Lascia i figli Giovanni e Paolo, la nuora Laura D'Angelo, i nipoti Alessia, Francesca e Andrea. Otto anni fa, era rimasto vedovo della moglie Annarita.
I funerali si svolgeranno stamani alle 10,30 nella parrocchia di Sant'Andrea. La cerimonia sarà coofficiata da don Giuseppe Natoli, già abate della cattedrale di San Cetteo.
La salma, poi, sarà tumulata nella tomba di famiglia al cimitero di San Silvestro. Prima del rito funebre il saluto, all'obitorio dell'ospedale, di monsignor Tommaso Valentinetti, arcivescovo della diocesi Pescara-Penne.
In chiesa, a dargli l'ultimo saluto, ci saranno molti esponenti dell'Ordine dei commercialisti affiancati dal picchetto d'onore dei Cavalieri e le Dame del Santo Sepolcro di Gerusalemme, Ordine al quale il professore apparteneva, e i tanti alunni «che lo hanno amato anche quando dava loro voti bassi», racconta il figlio Paolo, sales director in una azienda di marketing ed ex presidente, dal 2009 al 2014, della circoscrizione Castellamare.
«Papà era un uomo tutto d'un pezzo», prosegue Paolo Tarantelli, «ha sempre amato la famiglia, ci ha insegnato i principi base della vita come l'onestà, la correttezza, la lealtà, l'etica, l'importanza della parola data e di una stretta di mano per suggellare un accordo. Io sono stato fortunato ad averlo come padre. Mi hanno contattato tanti suoi ex alunni, molti hanno scritto parole d'affetto sui social, e mi hanno raccontato di quanto gli volessero bene anche quando da lui prendevano un 2 in pagella. Perché se quel voto lo aveva dato il professor Tarantelli, allora tanto ci meritavamo, mi hanno detto i suoi allievi che oggi sono professionisti affermati».
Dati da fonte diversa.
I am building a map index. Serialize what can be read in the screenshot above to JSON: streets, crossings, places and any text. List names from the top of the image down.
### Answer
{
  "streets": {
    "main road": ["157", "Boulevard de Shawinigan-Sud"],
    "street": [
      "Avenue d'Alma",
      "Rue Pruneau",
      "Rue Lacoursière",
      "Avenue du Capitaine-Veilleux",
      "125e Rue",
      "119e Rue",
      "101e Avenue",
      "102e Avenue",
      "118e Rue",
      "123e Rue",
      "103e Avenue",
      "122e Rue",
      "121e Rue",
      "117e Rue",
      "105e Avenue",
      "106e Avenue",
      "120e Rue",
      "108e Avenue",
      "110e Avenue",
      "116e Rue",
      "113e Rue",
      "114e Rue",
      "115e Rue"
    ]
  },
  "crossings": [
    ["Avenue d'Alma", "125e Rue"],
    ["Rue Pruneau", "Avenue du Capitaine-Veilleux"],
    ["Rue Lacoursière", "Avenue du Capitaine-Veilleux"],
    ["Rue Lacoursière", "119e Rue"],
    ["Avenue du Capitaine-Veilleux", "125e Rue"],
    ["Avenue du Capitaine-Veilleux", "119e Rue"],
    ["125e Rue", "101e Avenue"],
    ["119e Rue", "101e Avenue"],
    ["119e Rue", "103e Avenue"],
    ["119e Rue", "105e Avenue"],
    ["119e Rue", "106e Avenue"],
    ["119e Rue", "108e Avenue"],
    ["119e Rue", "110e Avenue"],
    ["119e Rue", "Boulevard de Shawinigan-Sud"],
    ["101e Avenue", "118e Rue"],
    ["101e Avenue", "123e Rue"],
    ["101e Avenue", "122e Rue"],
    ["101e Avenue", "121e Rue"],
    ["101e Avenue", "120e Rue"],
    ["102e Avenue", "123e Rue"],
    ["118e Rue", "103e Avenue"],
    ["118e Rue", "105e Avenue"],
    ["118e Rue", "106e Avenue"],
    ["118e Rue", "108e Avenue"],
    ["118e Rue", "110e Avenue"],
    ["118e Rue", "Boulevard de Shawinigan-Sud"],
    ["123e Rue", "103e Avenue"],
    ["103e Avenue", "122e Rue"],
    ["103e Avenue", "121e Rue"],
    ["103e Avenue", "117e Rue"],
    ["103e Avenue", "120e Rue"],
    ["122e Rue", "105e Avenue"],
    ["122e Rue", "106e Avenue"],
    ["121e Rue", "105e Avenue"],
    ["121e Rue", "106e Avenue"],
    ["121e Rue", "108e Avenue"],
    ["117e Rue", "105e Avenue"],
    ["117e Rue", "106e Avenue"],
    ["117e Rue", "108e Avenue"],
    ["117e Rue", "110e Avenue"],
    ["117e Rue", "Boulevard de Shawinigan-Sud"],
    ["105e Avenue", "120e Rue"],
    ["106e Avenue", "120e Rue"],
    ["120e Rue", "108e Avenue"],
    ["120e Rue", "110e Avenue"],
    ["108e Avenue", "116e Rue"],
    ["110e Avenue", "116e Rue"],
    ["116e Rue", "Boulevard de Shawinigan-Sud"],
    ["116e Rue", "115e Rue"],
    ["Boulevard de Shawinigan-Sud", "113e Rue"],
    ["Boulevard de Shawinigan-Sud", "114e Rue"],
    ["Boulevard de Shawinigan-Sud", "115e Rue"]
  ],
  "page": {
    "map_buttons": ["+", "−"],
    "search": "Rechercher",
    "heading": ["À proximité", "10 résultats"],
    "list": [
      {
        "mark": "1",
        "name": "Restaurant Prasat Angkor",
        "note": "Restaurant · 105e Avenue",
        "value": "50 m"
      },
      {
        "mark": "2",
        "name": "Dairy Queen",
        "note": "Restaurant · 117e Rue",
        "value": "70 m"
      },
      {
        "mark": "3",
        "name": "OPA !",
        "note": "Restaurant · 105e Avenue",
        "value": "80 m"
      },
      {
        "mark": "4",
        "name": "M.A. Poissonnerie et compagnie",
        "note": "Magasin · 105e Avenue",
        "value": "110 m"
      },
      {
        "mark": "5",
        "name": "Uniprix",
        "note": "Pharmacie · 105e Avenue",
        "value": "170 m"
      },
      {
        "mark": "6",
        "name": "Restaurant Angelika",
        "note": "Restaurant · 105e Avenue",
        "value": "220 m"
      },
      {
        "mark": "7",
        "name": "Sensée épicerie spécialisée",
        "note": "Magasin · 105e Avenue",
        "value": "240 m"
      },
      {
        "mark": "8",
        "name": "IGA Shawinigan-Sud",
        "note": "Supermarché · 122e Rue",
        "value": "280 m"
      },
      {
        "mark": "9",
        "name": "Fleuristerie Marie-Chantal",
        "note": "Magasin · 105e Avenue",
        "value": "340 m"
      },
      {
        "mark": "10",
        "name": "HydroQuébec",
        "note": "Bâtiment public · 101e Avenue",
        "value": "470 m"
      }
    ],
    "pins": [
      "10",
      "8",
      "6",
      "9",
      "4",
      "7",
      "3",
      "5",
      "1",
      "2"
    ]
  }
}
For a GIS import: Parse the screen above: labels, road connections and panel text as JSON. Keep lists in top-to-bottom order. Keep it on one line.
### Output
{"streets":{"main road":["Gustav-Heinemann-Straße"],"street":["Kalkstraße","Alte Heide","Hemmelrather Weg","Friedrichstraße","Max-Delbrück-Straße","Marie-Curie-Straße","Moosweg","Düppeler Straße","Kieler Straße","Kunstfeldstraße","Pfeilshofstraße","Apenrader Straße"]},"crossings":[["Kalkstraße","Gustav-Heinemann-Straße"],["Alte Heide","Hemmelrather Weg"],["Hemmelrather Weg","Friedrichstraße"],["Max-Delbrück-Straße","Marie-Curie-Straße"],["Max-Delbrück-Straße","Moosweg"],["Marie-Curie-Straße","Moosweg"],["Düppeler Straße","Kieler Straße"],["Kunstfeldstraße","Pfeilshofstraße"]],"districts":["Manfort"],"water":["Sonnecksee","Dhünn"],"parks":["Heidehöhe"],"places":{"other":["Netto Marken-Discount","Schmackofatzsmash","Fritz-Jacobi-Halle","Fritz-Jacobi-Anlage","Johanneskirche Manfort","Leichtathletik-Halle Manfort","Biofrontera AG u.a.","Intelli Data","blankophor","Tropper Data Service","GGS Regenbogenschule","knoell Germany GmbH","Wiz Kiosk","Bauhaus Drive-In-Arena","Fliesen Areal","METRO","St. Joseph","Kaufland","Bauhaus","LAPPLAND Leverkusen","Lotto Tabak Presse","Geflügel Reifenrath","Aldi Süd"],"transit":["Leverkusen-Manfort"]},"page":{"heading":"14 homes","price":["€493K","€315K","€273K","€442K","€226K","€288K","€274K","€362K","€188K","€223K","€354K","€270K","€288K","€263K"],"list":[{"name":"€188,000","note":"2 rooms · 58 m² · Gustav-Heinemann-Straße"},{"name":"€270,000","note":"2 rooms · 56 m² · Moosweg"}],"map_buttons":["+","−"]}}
L'insegnante scomparso, classe 1940, appassionato di tennis e del Pescara calcio, era nato in piazza Garibaldi. I suoi genitori erano Roberto, impiegato Enel e Maria Luisa, amministrativa del pastificio De Cecco. Aveva conseguito la laurea in Economia e Commercio all'università di Napoli all'età di 23 anni. Il suo primo impiego come docente all'istituto Nostra Signora di Porta Nuova, poi l'ingresso all'istituto tecnico statale Manthoné nel 1967, dove ha svolto una brillante carriera fino al 2006, quando è andato in pensione ma non ha lasciato la professione di commercialista.
«Era amareggiato», ricorda il figlio Paolo, «i suoi studenti gli mancavano, ma diceva che le generazioni, in quaranta anni di insegnamento era cambiate, e i giovani non avevano più voglia di fare sacrifici. A noi figli, a casa, ci insegnava a tenere i piedi per terra e non fare mai il passo più lungo della gamba».
Tra gli amici che oggi gli diranno addio, Achille D'Alessandri, già capo ufficio di gabinetto del Comune; Fernando Tiberio, consulente del lavoro; Alfio Sciarra, imprenditore nel settore delle costruzioni, Antonio Diodati e Walfrido del Villano, ex preside del da Vinci.